>>>>

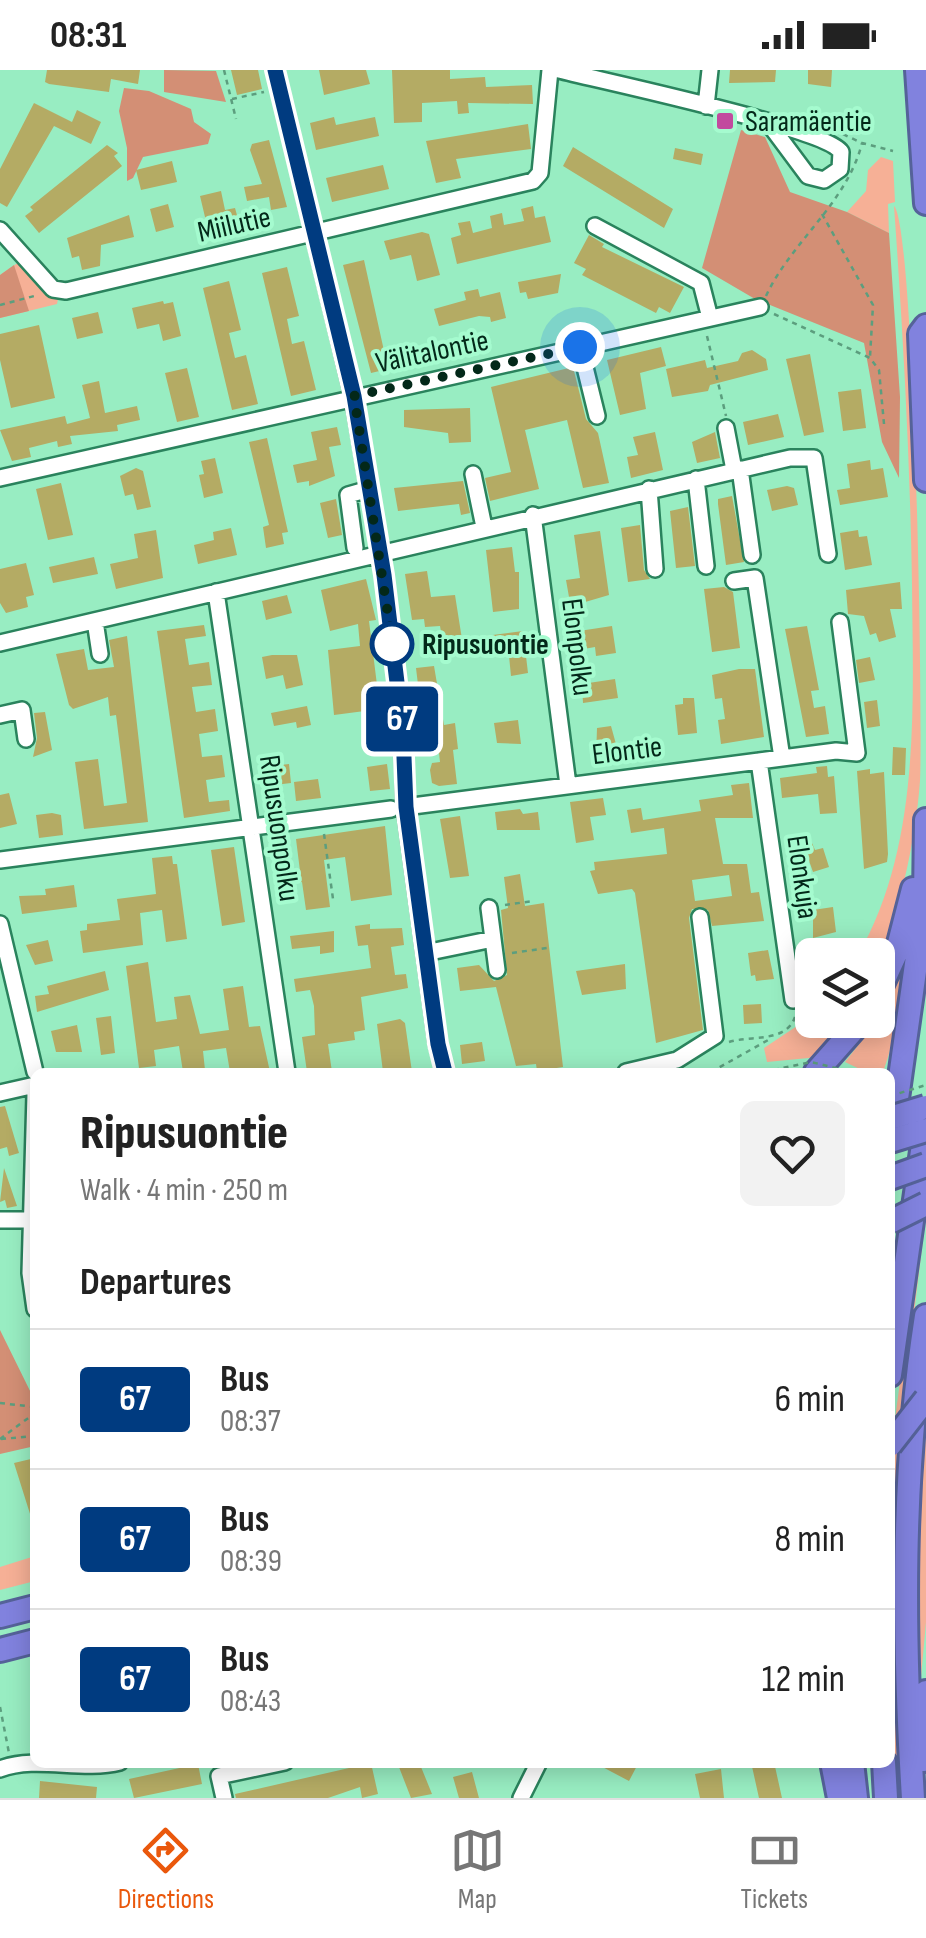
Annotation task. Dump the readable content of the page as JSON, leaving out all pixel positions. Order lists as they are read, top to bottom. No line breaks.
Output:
{"streets":{"street":["Miilutie","Välitalontie","Elonpolku","Elontie","Ripusuonpolku","Elonkuja"]},"crossings":[["Elonpolku","Elontie"],["Elontie","Ripusuonpolku"],["Elontie","Elonkuja"]],"places":{"transit":["Saramäentie"],"other":["Ripusuontie"]},"lines":["bus line 67"],"page":{"status":"08:31","on_map":"67","heading":[["Ripusuontie","Walk · 4 min · 250 m"],"Departures"],"list":[{"mark":"67","name":"Bus","note":"08:37","value":"6 min"},{"mark":"67","name":"Bus","note":"08:39","value":"8 min"},{"mark":"67","name":"Bus","note":"08:43","value":"12 min"}],"tabs":["Directions","Map","Tickets"]}}
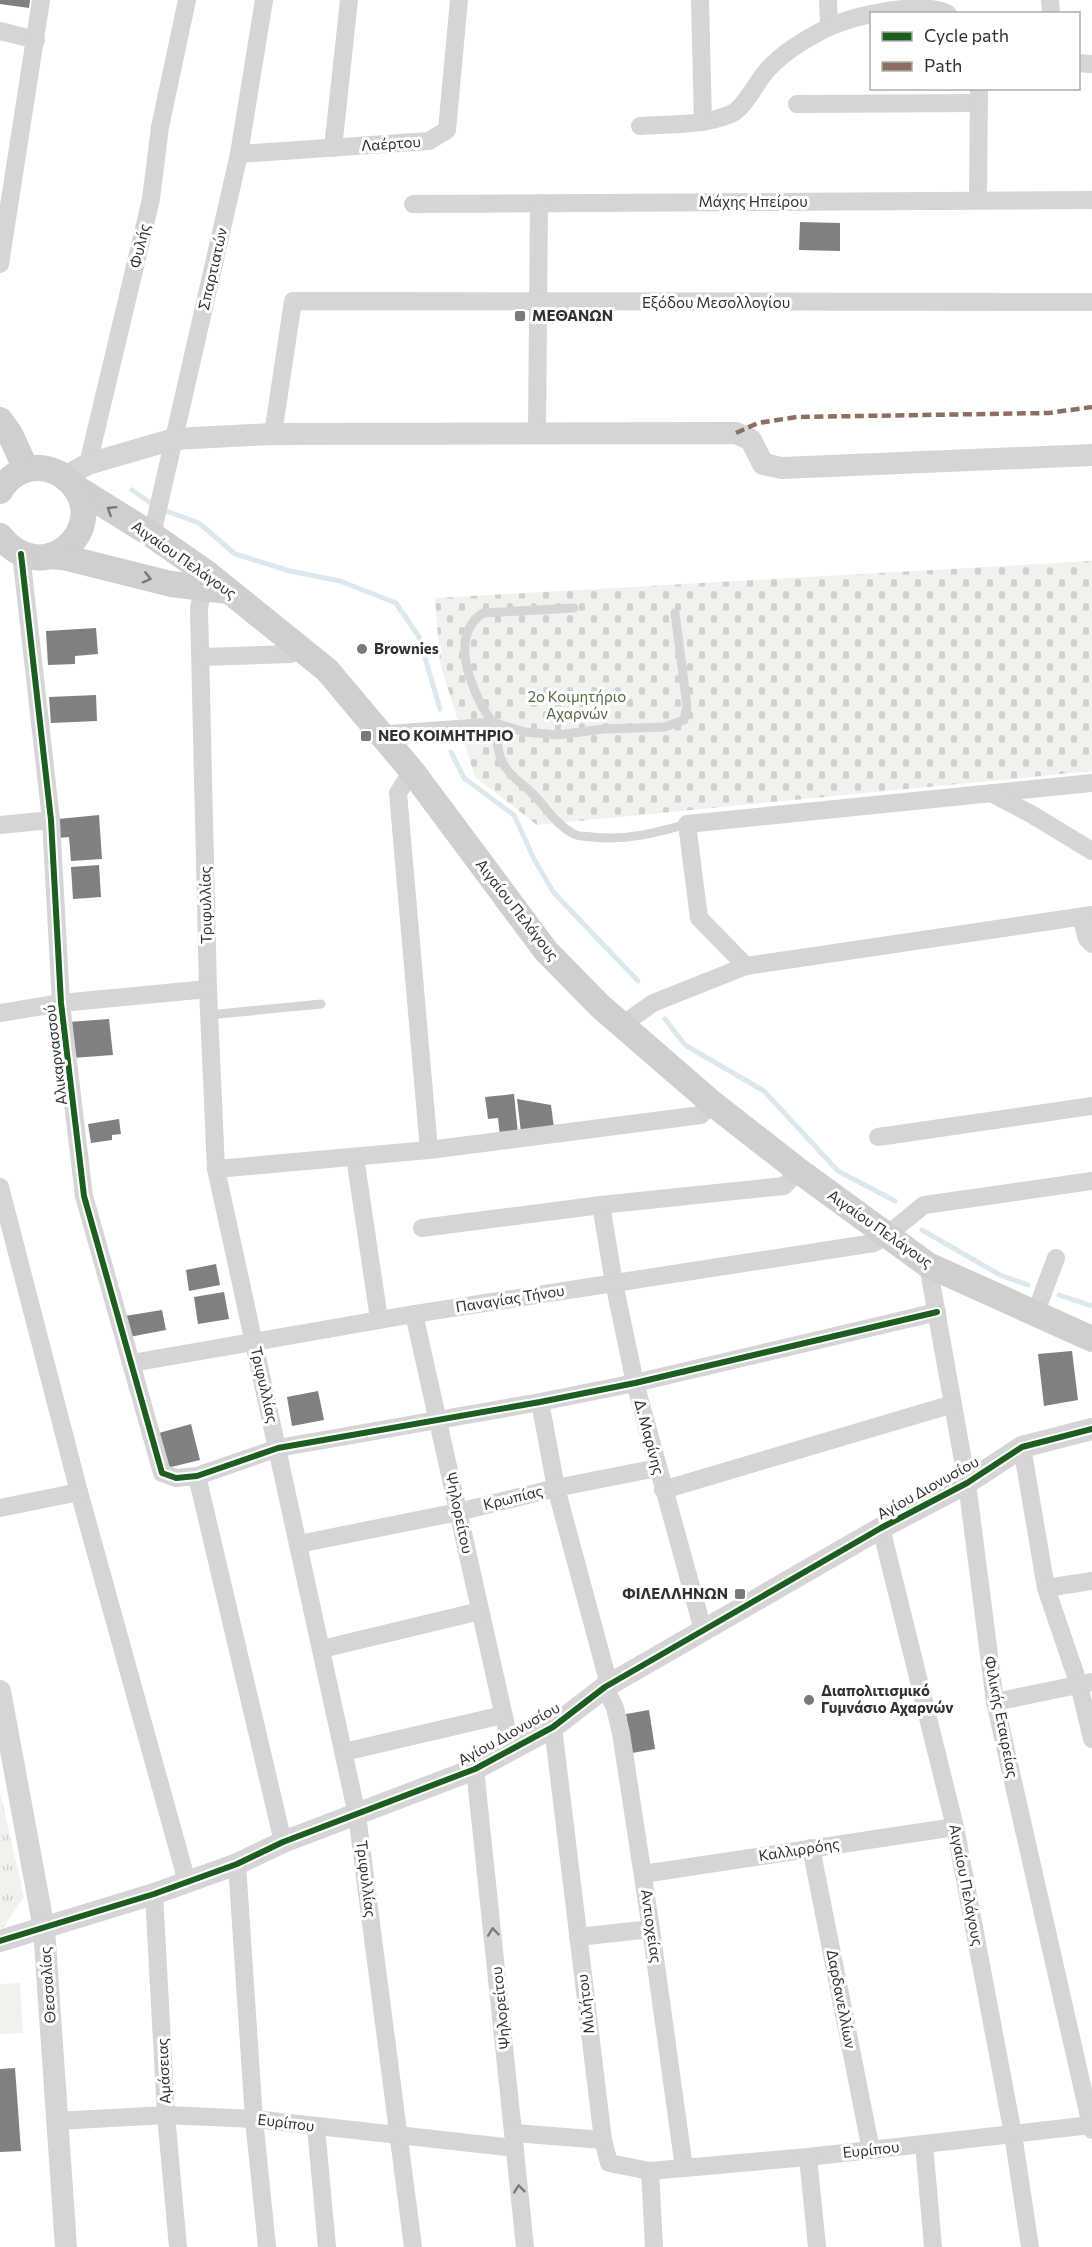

<<<<

What you will do ::
For the material above, repeat each line exactly and leave out the pictures.

Response box ::
Annotation task. Dump the readable content of the page as JSON, leaving out all pixel positions. Order lists as they are read, top to bottom. No line breaks.
Output:
{"streets":{"street":["Miilutie","Välitalontie","Elonpolku","Elontie","Ripusuonpolku","Elonkuja"]},"crossings":[["Elonpolku","Elontie"],["Elontie","Ripusuonpolku"],["Elontie","Elonkuja"]],"places":{"transit":["Saramäentie"],"other":["Ripusuontie"]},"lines":["bus line 67"],"page":{"status":"08:31","on_map":"67","heading":[["Ripusuontie","Walk · 4 min · 250 m"],"Departures"],"list":[{"mark":"67","name":"Bus","note":"08:37","value":"6 min"},{"mark":"67","name":"Bus","note":"08:39","value":"8 min"},{"mark":"67","name":"Bus","note":"08:43","value":"12 min"}],"tabs":["Directions","Map","Tickets"]}}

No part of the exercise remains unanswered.